DATA TO PROCESS:

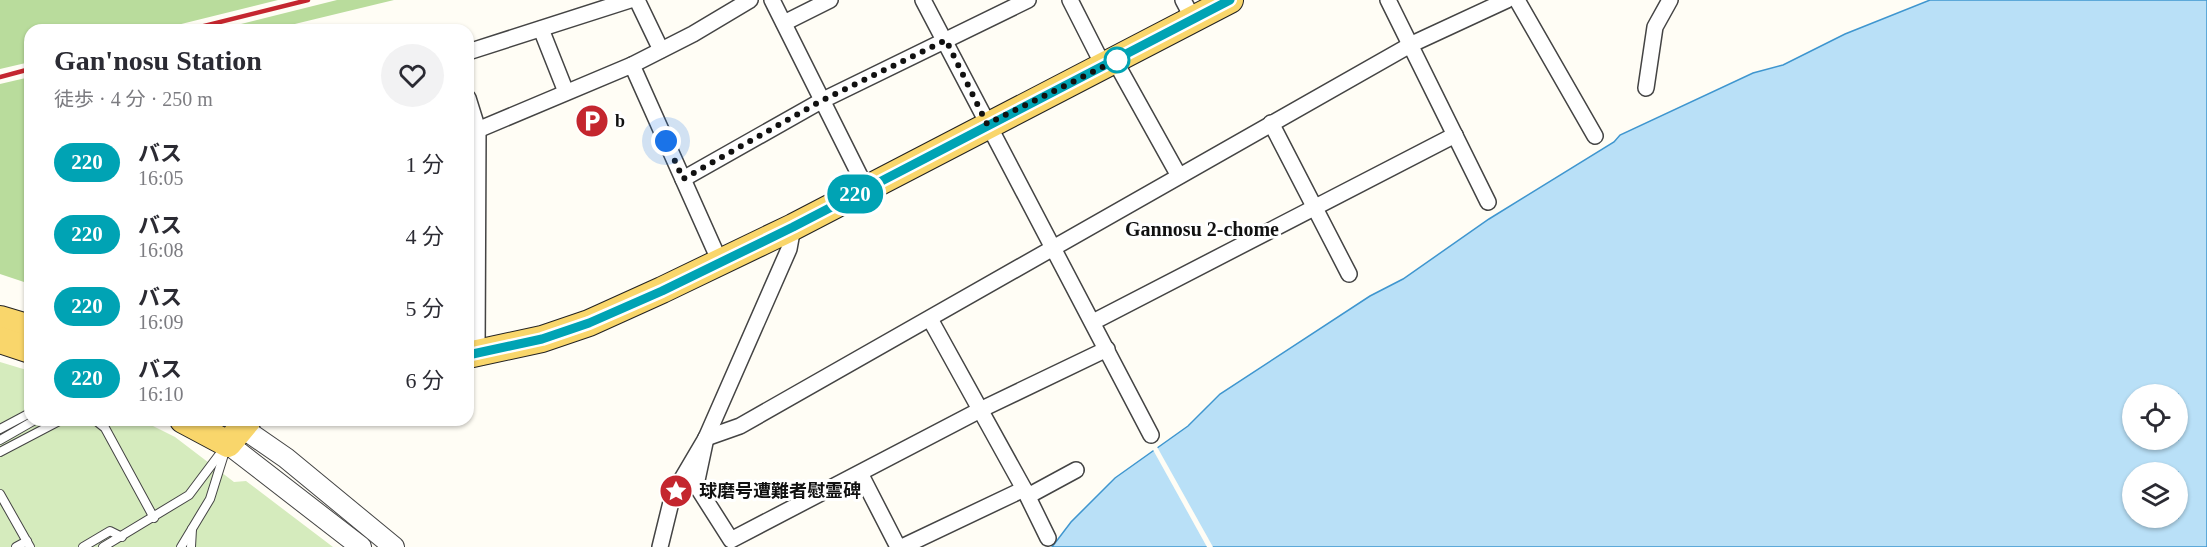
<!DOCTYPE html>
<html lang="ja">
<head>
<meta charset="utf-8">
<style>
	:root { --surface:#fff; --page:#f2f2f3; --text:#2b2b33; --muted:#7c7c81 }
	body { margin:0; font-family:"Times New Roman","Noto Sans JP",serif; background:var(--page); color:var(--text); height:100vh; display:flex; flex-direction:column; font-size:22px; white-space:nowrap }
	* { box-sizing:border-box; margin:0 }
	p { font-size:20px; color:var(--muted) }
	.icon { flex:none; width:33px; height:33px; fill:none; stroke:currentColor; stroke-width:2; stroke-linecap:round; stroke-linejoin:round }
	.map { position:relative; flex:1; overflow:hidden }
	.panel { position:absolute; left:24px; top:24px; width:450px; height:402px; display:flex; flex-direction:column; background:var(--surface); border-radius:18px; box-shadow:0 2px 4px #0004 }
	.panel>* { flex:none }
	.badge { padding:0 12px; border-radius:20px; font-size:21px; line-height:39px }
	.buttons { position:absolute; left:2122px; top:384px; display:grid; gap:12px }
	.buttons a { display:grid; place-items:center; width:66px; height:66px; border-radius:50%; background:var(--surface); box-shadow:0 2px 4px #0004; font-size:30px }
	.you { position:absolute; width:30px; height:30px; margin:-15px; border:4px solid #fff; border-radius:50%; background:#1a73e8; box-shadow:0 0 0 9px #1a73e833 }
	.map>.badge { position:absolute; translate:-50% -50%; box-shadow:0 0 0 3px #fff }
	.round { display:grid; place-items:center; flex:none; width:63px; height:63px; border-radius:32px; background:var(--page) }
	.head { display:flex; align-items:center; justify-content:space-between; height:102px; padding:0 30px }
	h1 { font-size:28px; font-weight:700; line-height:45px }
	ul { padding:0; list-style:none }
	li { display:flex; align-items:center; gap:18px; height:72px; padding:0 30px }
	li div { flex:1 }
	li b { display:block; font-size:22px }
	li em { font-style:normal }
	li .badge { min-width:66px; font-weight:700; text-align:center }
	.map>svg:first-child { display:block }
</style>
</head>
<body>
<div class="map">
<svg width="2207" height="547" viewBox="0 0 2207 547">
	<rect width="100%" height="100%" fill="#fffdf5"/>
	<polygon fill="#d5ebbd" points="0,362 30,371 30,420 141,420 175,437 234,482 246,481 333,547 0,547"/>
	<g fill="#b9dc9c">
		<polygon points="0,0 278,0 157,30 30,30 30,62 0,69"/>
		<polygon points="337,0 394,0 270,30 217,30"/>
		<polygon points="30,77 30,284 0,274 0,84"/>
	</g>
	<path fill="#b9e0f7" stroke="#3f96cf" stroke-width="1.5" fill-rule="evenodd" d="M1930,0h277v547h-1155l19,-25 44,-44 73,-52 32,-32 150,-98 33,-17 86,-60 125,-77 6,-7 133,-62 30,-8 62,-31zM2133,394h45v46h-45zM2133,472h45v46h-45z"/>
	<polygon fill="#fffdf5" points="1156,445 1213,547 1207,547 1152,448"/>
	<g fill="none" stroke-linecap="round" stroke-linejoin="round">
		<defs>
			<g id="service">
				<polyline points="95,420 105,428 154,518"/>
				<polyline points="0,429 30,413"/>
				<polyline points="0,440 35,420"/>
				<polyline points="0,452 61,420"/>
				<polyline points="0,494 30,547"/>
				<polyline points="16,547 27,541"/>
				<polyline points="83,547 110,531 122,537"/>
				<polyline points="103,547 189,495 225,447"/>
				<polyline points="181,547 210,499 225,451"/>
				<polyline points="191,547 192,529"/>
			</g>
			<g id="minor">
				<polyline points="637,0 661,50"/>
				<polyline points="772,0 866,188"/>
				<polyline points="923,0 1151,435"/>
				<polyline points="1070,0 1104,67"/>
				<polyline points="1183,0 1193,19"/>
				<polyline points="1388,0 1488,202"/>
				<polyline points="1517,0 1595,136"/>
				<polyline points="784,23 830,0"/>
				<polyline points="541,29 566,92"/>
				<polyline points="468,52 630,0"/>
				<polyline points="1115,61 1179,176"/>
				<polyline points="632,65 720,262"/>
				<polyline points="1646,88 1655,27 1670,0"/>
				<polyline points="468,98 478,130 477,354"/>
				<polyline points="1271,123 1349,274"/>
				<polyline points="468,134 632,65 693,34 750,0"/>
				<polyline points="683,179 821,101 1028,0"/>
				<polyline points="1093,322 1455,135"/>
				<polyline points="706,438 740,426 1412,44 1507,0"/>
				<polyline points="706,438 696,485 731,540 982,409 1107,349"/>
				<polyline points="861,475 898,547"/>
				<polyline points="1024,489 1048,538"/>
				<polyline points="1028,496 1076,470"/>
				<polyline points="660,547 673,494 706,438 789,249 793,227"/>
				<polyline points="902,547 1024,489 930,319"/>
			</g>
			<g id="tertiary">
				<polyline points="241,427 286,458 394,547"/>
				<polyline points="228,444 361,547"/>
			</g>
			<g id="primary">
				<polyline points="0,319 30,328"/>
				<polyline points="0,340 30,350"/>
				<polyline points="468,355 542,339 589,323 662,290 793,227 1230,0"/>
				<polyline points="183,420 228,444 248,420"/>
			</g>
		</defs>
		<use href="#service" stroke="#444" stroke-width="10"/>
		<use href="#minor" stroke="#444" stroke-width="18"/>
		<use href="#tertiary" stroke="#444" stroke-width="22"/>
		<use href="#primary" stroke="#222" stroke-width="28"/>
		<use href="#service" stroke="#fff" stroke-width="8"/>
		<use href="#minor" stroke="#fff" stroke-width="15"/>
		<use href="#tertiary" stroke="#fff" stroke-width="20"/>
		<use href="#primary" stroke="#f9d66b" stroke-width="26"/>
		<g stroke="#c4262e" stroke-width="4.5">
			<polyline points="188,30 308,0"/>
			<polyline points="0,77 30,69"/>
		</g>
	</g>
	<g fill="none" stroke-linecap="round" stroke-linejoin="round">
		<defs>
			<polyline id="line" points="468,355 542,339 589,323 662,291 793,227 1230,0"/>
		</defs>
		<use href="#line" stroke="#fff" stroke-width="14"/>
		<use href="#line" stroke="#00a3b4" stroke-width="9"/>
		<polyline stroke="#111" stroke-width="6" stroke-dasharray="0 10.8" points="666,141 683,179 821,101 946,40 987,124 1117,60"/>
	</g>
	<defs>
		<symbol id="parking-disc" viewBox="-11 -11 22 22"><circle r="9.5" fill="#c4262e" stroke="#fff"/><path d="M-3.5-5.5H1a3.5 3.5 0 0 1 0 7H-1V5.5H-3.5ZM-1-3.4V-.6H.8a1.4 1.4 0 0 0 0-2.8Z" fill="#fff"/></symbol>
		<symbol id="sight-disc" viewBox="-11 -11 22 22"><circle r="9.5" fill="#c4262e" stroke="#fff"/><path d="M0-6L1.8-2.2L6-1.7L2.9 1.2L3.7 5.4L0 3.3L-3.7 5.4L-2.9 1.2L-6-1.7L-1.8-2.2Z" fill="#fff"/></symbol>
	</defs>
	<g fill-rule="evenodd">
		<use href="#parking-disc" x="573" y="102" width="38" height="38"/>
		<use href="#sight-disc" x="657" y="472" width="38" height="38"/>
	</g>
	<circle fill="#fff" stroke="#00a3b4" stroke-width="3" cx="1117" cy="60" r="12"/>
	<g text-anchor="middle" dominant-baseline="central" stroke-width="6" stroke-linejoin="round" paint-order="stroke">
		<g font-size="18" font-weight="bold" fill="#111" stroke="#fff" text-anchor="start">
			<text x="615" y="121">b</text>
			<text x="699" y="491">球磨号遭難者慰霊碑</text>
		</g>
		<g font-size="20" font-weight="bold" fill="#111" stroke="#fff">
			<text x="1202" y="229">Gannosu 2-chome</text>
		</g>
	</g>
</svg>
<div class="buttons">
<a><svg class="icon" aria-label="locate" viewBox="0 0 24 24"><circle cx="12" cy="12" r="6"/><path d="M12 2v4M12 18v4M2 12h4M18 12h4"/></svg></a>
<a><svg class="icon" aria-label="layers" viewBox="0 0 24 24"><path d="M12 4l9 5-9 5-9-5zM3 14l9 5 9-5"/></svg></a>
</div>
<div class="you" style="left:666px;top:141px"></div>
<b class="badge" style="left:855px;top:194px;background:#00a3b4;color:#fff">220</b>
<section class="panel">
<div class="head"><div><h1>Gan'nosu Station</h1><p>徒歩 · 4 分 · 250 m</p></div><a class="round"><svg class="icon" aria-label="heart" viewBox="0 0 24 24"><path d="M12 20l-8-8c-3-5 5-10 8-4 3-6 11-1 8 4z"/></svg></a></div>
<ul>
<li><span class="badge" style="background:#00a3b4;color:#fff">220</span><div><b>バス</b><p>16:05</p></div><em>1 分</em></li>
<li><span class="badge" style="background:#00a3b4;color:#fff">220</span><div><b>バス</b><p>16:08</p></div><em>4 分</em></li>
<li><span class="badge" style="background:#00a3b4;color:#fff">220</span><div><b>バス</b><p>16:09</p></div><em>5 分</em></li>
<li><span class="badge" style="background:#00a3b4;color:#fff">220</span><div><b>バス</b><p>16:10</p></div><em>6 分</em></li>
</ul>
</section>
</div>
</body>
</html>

WHAT YOU HAVE TO DO: Determine the number of lines in the material above that include the word "body". Give that number and no other text.

ANSWER TO THIS TASK: 3